My files all have a bit of a convex surface on one side and concave surface on the other, even big thick 14" files. As I understand it, this is a given limitation of file design, hardening and tempering: all files are concave-convex to some degree.
Anyway, using a file for the purpose your photo illustrates, especially freehand, in my hands, doesn't give me a flat bed. This is especially true if I'm filing both the metal and the wood. The "flatness" standard I compare my work to is bluing a precision ground 1-2-3 block, which is advertised to be 0.0005" flat. I understand that once you fit/glue the infill, the metal bed and infill bed are less than perfectly aligned and something must be done about it. From the metal work on this particular plane, I assume you also have a vertical milling machine with an end mill cutter. I'm curious why you would use the file and not the end mill.
Could you talk about your file use technique and rationale a little bit?
>My approach is not to file freehand. I build the tote with the exact angle and square to the sides. This is a process which takes some time, because i take very carefully the cuts with a plane. Mounting the tote, checking, planing, mounting...., until it fits almost perfekt to the metal body.

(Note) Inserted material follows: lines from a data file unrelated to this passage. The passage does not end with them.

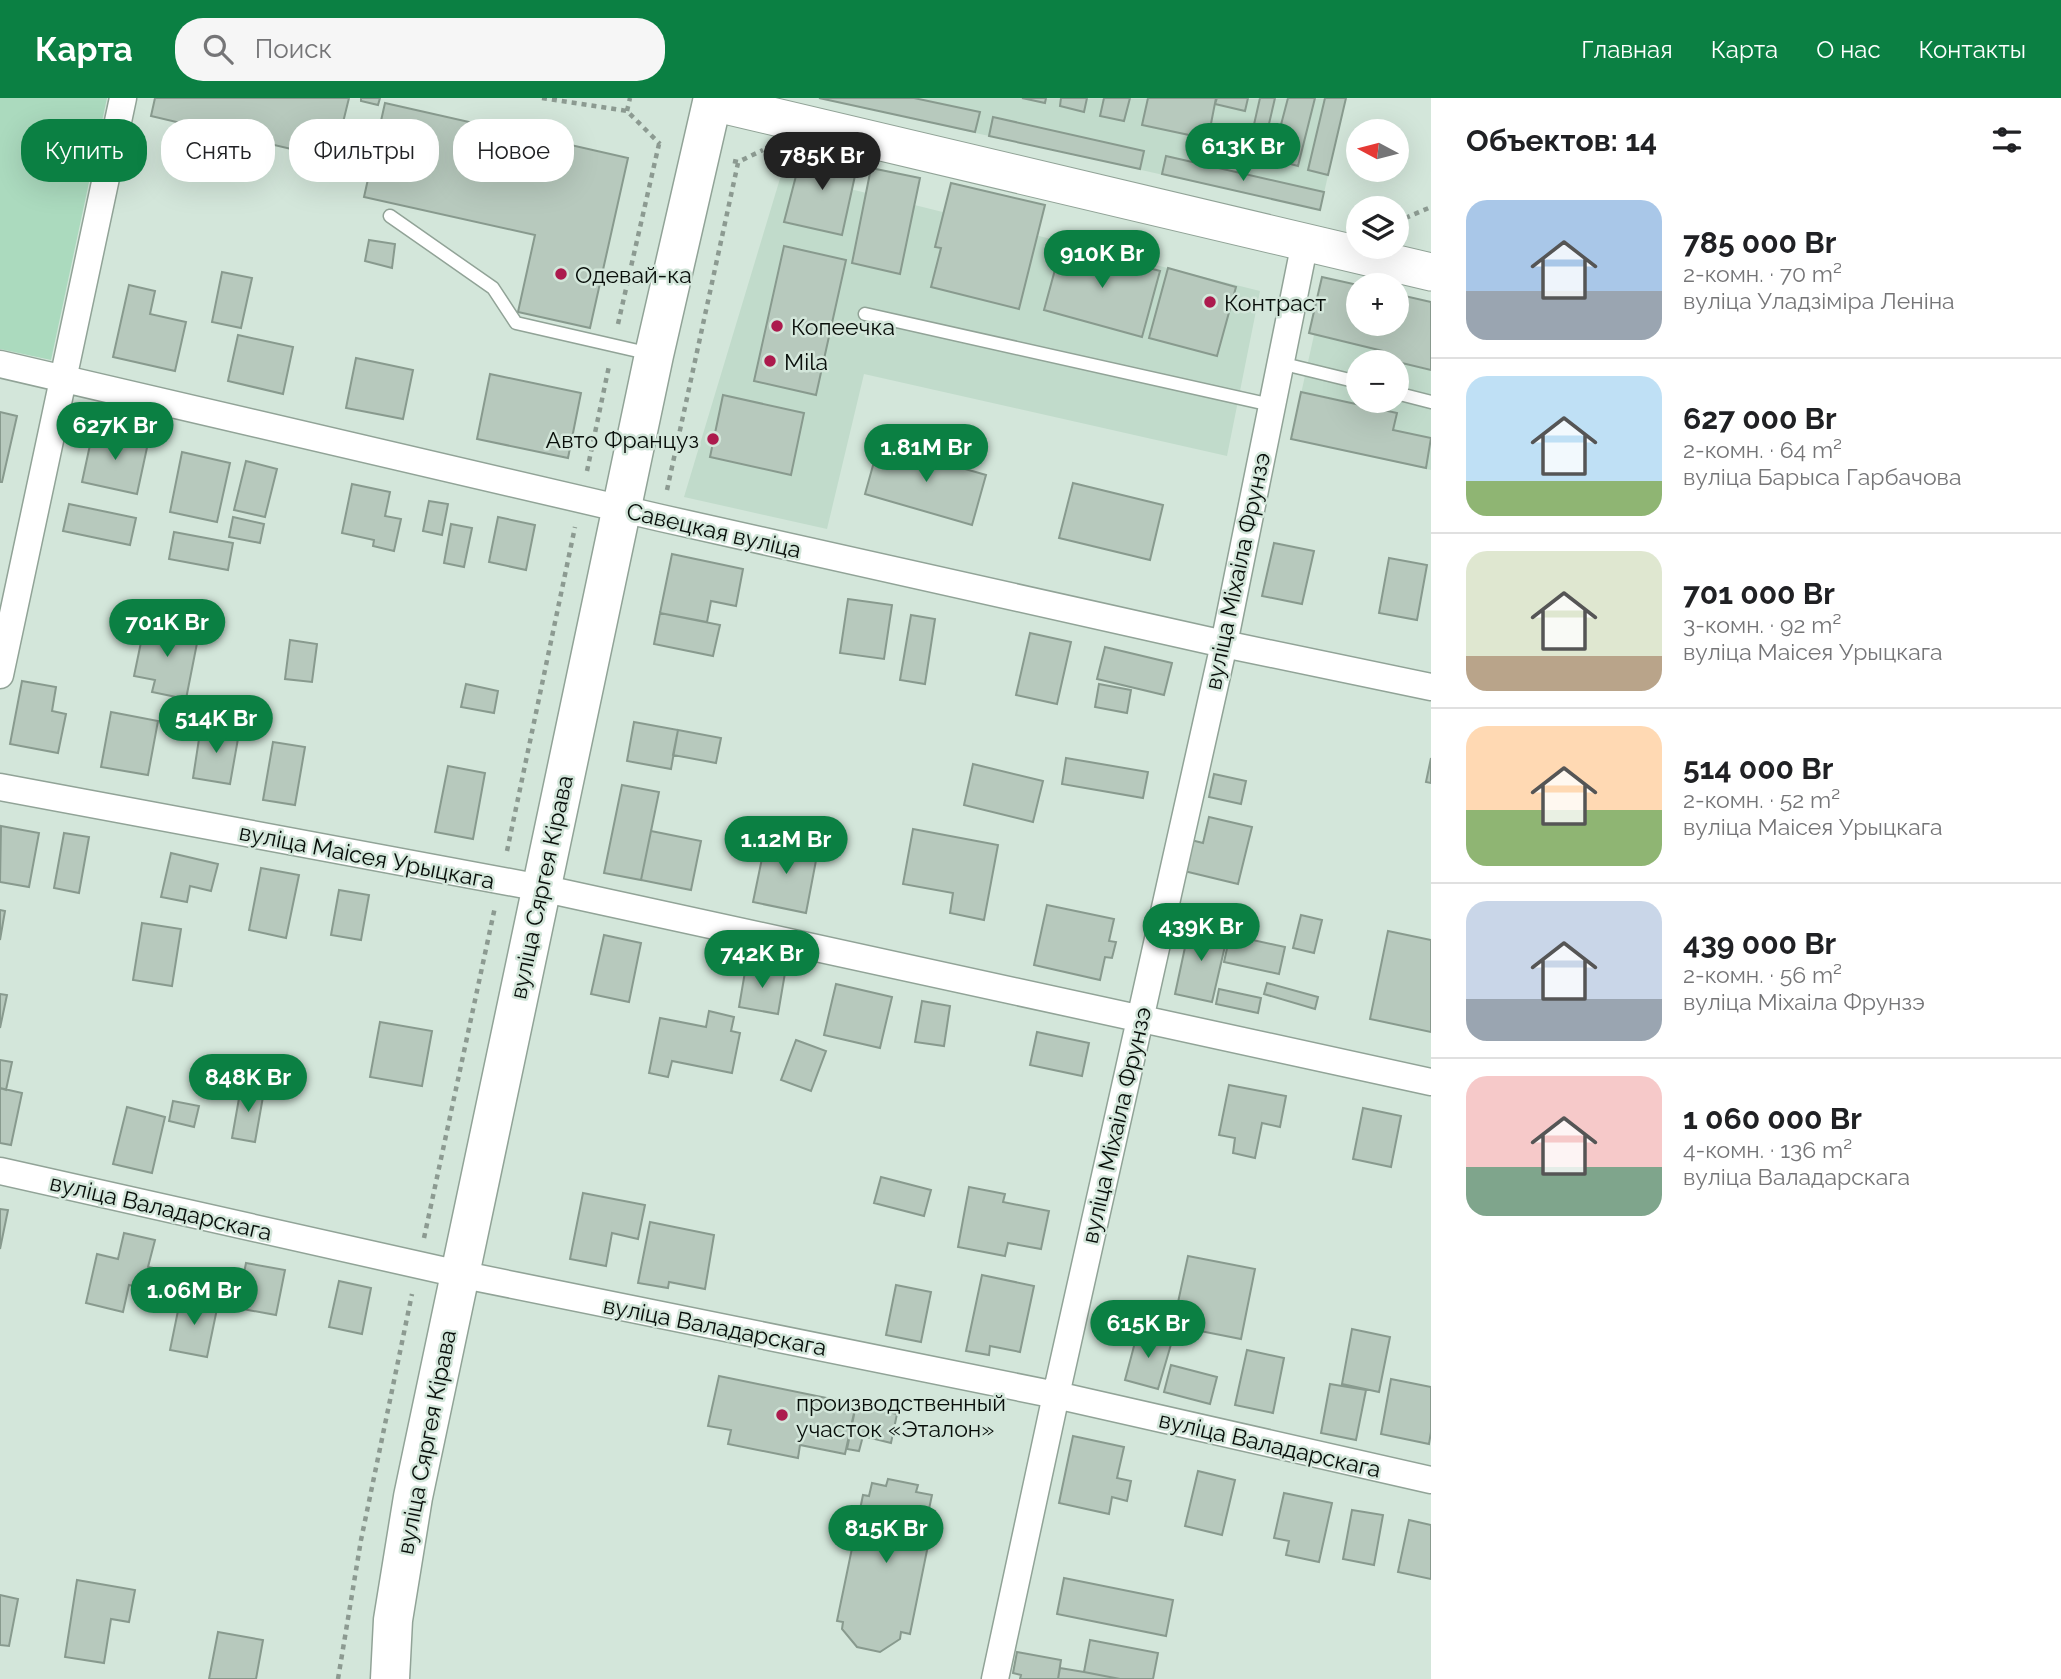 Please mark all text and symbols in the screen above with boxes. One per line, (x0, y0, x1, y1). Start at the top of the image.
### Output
search box (175, 18, 665, 81)
text: Карта (35, 30, 133, 69)
icon: search (199, 30, 237, 68)
text: Поиск (255, 34, 332, 64)
text: Главная (1581, 35, 1673, 64)
text: Карта (1711, 35, 1778, 64)
text: О нас (1816, 35, 1881, 64)
text: Контакты (1919, 35, 2026, 64)
chip: Купить (21, 119, 147, 182)
chip: Снять (161, 119, 275, 182)
chip: Фильтры (289, 119, 439, 182)
chip: Новое (453, 119, 574, 182)
north arrow (1346, 119, 1409, 182)
map controls (1346, 119, 1409, 413)
icon: filters (1988, 121, 2026, 159)
pin: 613K Br (1178, 123, 1308, 183)
text: Объектов: 14 (1466, 123, 1657, 158)
pin: 785K Br (757, 132, 887, 192)
text: 613K Br (1201, 132, 1285, 159)
text: 785K Br (780, 141, 864, 168)
button: layers (1346, 196, 1409, 259)
text: 785 000 Br (1683, 225, 1836, 260)
icon: home (1522, 228, 1606, 312)
pin: 910K Br (1037, 230, 1167, 290)
text: 910K Br (1060, 239, 1144, 266)
text: 2-комн. · 70 m² (1683, 260, 1842, 287)
place label: Одевай-ка (575, 261, 692, 288)
marker: Одевай-ка (553, 266, 569, 282)
button: + (1346, 273, 1409, 336)
text: вуліца Уладзіміра Леніна (1683, 287, 1955, 314)
place label: Контраст (1224, 289, 1326, 316)
marker: Контраст (1202, 294, 1218, 310)
place label: Копеечка (791, 313, 895, 340)
marker: Копеечка (769, 318, 785, 334)
place label: Mila (784, 348, 828, 375)
button: − (1346, 350, 1409, 413)
marker: Mila (762, 353, 778, 369)
text: 627 000 Br (1683, 401, 1837, 436)
pin: 627K Br (50, 402, 180, 462)
icon: home (1522, 404, 1606, 488)
text: 627K Br (72, 411, 158, 438)
pin: 1.81M Br (854, 424, 998, 484)
place label: Авто Француз (546, 426, 699, 453)
marker: Авто Француз (705, 431, 721, 447)
text: 1.81M Br (880, 433, 972, 460)
text: 2-комн. · 64 m² (1683, 436, 1842, 463)
street label: вуліца Міхаіла Фрунзэ (1199, 450, 1275, 692)
text: вуліца Барыса Гарбачова (1683, 463, 1961, 490)
street label: Савецкая вуліца (624, 497, 804, 563)
text: 701 000 Br (1683, 576, 1835, 611)
icon: home (1522, 579, 1606, 663)
pin: 701K Br (102, 600, 232, 659)
text: 701K Br (125, 608, 209, 635)
text: 3-комн. · 92 m² (1683, 611, 1841, 638)
text: вуліца Маісея Урыцкага (1683, 638, 1943, 665)
pin: 514K Br (151, 696, 281, 755)
text: 514K Br (175, 704, 257, 731)
text: 514 000 Br (1683, 751, 1833, 786)
icon: home (1522, 754, 1606, 838)
street label: вуліца Сяргея Кірава (504, 773, 578, 1001)
text: 2-комн. · 52 m² (1683, 786, 1840, 813)
text: вуліца Маісея Урыцкага (1683, 813, 1943, 840)
pin: 1.12M Br (714, 816, 858, 876)
street label: вуліца Маісея Урыцкага (237, 818, 497, 894)
text: 1.12M Br (741, 825, 831, 852)
pin: 439K Br (1136, 904, 1266, 963)
text: 439K Br (1159, 912, 1243, 939)
text: 439 000 Br (1683, 926, 1836, 961)
icon: home (1522, 929, 1606, 1013)
pin: 742K Br (697, 930, 827, 990)
text: 742K Br (720, 939, 804, 966)
text: 2-комн. · 56 m² (1683, 961, 1842, 988)
text: вуліца Міхаіла Фрунзэ (1683, 988, 1925, 1015)
street label: вуліца Міхаіла Фрунзэ (1076, 1004, 1156, 1246)
pin: 848K Br (183, 1054, 313, 1114)
text: 848K Br (205, 1063, 291, 1090)
text: 1 060 000 Br (1683, 1101, 1862, 1136)
icon: home (1522, 1104, 1606, 1188)
text: 4-комн. · 136 m² (1683, 1136, 1852, 1163)
text: вуліца Валадарскага (1683, 1163, 1910, 1190)
street label: вуліца Валадарскага (47, 1168, 275, 1246)
pin: 1.06M Br (122, 1268, 266, 1327)
text: 1.06M Br (147, 1276, 241, 1303)
street label: вуліца Валадарскага (601, 1291, 829, 1361)
pin: 615K Br (1083, 1300, 1213, 1360)
text: 615K Br (1106, 1309, 1190, 1336)
street label: вуліца Сяргея Кірава (391, 1328, 461, 1556)
place label: производственный участок «Эталон» (796, 1389, 1006, 1442)
street label: вуліца Валадарскага (1156, 1405, 1384, 1483)
marker: производственный участок «Эталон» (774, 1407, 790, 1423)
pin: 815K Br (821, 1506, 951, 1565)
text: 815K Br (844, 1514, 928, 1541)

Then I align the wooden and the metal body with a file, but i use the wooden body as a "guide" wraping a piece of paper around the file at the areas where the file touches the wood. If the wooden tote and the iron are almost perfect I remove the paper and file very carefully the finish, checking every time with a straightedge.
My files are also not perfekt, but I think that is no problem, because you can see with the straightedge where to file and remove material.
With these technic I got a plane with a very good performance.